## What needs to be done
How many lines of these entries include the string "green"? State the number alone.

Exercise input Block Start

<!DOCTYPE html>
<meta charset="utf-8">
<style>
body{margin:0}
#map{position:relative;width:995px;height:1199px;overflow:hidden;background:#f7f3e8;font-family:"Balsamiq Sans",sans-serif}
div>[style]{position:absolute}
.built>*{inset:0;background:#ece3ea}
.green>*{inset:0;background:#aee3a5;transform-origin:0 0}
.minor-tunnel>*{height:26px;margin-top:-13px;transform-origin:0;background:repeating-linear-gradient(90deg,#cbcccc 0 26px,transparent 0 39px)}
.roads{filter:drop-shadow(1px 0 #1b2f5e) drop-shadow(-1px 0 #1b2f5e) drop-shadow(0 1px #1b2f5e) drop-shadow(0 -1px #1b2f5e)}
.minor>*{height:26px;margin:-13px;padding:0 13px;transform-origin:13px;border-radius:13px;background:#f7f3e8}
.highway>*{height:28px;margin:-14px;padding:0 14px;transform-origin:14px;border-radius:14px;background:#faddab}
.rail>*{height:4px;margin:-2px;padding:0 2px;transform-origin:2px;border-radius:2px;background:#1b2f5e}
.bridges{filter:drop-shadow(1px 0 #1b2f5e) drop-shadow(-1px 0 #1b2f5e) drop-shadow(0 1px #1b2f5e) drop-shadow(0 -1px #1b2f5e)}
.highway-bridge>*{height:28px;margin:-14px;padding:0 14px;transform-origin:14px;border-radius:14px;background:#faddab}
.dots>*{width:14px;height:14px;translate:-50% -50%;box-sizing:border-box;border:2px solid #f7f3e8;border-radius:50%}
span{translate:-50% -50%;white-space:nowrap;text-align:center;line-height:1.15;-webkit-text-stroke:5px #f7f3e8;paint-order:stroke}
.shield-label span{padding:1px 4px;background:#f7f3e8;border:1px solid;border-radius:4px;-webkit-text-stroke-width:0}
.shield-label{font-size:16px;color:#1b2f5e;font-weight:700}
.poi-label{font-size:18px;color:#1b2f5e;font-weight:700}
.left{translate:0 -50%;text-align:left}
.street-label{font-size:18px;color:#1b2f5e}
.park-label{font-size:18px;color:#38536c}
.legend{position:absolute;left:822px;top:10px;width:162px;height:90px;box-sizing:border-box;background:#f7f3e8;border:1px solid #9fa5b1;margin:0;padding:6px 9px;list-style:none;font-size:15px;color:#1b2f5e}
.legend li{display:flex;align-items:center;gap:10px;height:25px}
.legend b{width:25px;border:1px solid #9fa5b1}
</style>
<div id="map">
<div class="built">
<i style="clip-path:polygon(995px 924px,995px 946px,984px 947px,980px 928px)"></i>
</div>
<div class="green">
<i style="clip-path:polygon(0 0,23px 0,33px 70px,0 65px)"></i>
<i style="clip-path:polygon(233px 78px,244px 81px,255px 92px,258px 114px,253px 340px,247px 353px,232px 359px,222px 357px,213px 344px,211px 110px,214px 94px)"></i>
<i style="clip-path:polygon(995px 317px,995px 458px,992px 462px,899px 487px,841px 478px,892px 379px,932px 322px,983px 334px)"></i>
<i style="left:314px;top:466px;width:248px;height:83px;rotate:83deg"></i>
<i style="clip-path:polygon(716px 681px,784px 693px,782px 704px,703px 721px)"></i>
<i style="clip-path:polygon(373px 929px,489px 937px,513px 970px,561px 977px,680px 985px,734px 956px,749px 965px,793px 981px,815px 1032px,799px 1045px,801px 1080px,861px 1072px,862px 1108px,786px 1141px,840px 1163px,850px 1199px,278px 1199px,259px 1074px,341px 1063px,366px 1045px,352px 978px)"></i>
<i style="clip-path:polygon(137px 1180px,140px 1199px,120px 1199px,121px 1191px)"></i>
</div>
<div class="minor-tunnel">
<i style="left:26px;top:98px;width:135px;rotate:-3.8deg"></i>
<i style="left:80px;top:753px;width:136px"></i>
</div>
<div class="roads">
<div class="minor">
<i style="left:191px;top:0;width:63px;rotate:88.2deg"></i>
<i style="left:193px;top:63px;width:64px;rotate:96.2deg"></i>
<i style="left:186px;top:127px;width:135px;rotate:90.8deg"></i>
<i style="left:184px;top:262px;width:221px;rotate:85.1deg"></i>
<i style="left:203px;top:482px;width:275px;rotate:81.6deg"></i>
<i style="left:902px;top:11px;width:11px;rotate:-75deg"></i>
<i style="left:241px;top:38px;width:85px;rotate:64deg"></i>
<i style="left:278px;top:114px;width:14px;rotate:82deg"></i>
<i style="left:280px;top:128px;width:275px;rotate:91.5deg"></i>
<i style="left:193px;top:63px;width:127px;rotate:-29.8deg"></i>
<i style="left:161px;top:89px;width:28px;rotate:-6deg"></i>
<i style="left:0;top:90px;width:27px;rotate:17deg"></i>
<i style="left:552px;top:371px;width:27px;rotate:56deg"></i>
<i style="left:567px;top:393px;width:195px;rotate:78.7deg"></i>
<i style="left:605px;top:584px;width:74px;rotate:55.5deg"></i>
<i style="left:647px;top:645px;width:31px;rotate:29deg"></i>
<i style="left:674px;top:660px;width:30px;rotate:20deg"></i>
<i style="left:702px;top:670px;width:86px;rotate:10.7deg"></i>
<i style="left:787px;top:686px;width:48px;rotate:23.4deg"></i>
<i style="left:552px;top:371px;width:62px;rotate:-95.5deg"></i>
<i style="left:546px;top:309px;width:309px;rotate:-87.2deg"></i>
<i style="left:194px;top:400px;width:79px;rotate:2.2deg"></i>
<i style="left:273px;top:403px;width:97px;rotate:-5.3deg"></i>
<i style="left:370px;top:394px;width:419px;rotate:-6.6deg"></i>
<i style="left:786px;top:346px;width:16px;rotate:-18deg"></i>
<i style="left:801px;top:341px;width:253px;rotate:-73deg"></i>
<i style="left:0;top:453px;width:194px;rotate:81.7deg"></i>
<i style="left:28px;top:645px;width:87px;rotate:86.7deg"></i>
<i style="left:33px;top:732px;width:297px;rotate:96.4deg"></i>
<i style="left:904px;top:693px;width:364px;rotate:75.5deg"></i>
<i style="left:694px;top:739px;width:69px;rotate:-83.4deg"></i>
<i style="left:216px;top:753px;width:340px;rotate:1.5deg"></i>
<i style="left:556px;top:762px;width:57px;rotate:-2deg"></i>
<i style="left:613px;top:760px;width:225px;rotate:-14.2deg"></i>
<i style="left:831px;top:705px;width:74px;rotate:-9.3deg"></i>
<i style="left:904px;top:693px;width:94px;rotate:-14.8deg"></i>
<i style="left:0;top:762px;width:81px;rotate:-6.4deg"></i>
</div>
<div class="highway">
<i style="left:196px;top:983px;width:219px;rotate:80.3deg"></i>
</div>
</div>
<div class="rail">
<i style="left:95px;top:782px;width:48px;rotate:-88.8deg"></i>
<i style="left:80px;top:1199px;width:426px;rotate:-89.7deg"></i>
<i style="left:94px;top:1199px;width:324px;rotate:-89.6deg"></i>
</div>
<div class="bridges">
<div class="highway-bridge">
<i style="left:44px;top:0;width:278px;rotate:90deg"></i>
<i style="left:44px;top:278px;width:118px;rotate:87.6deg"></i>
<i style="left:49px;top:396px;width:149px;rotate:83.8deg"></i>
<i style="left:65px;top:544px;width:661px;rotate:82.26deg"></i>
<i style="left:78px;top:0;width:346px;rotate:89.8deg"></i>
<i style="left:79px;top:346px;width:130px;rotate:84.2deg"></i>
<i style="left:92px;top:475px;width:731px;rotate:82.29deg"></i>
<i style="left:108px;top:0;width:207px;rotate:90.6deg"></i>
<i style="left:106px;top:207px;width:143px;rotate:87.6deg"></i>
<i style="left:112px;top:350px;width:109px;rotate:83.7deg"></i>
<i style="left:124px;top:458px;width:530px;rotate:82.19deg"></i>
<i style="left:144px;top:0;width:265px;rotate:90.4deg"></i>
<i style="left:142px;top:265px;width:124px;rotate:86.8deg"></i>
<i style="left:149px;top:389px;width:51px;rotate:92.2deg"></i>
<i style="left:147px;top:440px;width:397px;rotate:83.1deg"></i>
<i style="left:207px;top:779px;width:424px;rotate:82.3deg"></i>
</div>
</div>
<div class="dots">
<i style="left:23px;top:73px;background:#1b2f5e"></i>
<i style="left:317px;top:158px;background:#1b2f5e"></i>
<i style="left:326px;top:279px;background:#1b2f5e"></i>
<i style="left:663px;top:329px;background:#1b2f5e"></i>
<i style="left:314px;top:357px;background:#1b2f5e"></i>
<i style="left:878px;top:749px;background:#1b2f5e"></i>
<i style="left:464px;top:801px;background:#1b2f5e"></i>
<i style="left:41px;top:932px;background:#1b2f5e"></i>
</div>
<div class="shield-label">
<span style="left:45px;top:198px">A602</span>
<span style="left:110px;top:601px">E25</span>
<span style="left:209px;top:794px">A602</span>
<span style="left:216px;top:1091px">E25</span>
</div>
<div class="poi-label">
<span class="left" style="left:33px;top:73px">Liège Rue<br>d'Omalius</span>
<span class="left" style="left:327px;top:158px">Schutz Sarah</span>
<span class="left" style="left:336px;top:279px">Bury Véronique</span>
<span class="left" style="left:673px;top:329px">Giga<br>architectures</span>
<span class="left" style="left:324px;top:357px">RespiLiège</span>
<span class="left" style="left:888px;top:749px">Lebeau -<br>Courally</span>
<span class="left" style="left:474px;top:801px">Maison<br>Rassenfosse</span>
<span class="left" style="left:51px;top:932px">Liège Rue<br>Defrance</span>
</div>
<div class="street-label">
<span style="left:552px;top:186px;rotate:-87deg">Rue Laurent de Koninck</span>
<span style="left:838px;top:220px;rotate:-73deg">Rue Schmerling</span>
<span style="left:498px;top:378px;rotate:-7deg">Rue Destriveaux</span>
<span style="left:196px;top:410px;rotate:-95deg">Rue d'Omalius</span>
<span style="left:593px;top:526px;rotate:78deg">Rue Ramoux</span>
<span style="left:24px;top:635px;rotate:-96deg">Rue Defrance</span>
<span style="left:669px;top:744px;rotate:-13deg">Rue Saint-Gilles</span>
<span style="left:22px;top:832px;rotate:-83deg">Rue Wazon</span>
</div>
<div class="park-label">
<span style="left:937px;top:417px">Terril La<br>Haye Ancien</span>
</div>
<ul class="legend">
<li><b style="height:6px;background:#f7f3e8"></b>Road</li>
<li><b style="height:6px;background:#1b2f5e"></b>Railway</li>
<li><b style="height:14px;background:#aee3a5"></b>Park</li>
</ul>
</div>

Exercise input Block End

## Your response
2